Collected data
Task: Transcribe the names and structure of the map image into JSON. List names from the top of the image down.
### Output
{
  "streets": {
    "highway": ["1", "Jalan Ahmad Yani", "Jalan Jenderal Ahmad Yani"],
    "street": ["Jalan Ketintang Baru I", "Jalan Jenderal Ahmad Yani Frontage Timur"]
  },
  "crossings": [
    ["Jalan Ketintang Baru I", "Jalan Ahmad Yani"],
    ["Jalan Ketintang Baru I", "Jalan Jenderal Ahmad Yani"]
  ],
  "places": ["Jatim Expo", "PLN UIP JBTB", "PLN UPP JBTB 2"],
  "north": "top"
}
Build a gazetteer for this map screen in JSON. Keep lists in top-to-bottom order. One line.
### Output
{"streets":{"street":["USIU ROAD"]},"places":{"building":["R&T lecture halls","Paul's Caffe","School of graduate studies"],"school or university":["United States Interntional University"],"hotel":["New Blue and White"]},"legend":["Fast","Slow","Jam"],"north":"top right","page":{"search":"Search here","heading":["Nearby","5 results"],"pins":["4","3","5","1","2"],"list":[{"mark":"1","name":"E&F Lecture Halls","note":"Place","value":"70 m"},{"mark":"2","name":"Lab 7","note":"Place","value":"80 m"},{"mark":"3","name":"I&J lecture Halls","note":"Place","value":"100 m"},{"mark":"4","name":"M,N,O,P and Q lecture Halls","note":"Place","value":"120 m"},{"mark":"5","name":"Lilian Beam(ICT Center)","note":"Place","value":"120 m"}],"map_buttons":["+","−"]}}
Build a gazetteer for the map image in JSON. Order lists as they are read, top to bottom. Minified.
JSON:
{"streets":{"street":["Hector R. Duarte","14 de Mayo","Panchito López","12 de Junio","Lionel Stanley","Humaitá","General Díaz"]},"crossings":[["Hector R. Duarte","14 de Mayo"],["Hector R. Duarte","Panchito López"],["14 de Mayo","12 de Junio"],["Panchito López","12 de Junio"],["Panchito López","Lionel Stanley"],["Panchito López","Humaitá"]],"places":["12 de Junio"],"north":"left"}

◆ WHAT YOU WILL DO
The required output is the complete set of records, reproduced exactly.

◆ OUTPUT OF THE TASK
Task: Transcribe the names and structure of the map image into JSON. List names from the top of the image down.
### Output
{
  "streets": {
    "highway": ["1", "Jalan Ahmad Yani", "Jalan Jenderal Ahmad Yani"],
    "street": ["Jalan Ketintang Baru I", "Jalan Jenderal Ahmad Yani Frontage Timur"]
  },
  "crossings": [
    ["Jalan Ketintang Baru I", "Jalan Ahmad Yani"],
    ["Jalan Ketintang Baru I", "Jalan Jenderal Ahmad Yani"]
  ],
  "places": ["Jatim Expo", "PLN UIP JBTB", "PLN UPP JBTB 2"],
  "north": "top"
}
Build a gazetteer for this map screen in JSON. Keep lists in top-to-bottom order. One line.
### Output
{"streets":{"street":["USIU ROAD"]},"places":{"building":["R&T lecture halls","Paul's Caffe","School of graduate studies"],"school or university":["United States Interntional University"],"hotel":["New Blue and White"]},"legend":["Fast","Slow","Jam"],"north":"top right","page":{"search":"Search here","heading":["Nearby","5 results"],"pins":["4","3","5","1","2"],"list":[{"mark":"1","name":"E&F Lecture Halls","note":"Place","value":"70 m"},{"mark":"2","name":"Lab 7","note":"Place","value":"80 m"},{"mark":"3","name":"I&J lecture Halls","note":"Place","value":"100 m"},{"mark":"4","name":"M,N,O,P and Q lecture Halls","note":"Place","value":"120 m"},{"mark":"5","name":"Lilian Beam(ICT Center)","note":"Place","value":"120 m"}],"map_buttons":["+","−"]}}
Build a gazetteer for the map image in JSON. Order lists as they are read, top to bottom. Minified.
JSON:
{"streets":{"street":["Hector R. Duarte","14 de Mayo","Panchito López","12 de Junio","Lionel Stanley","Humaitá","General Díaz"]},"crossings":[["Hector R. Duarte","14 de Mayo"],["Hector R. Duarte","Panchito López"],["14 de Mayo","12 de Junio"],["Panchito López","12 de Junio"],["Panchito López","Lionel Stanley"],["Panchito López","Humaitá"]],"places":["12 de Junio"],"north":"left"}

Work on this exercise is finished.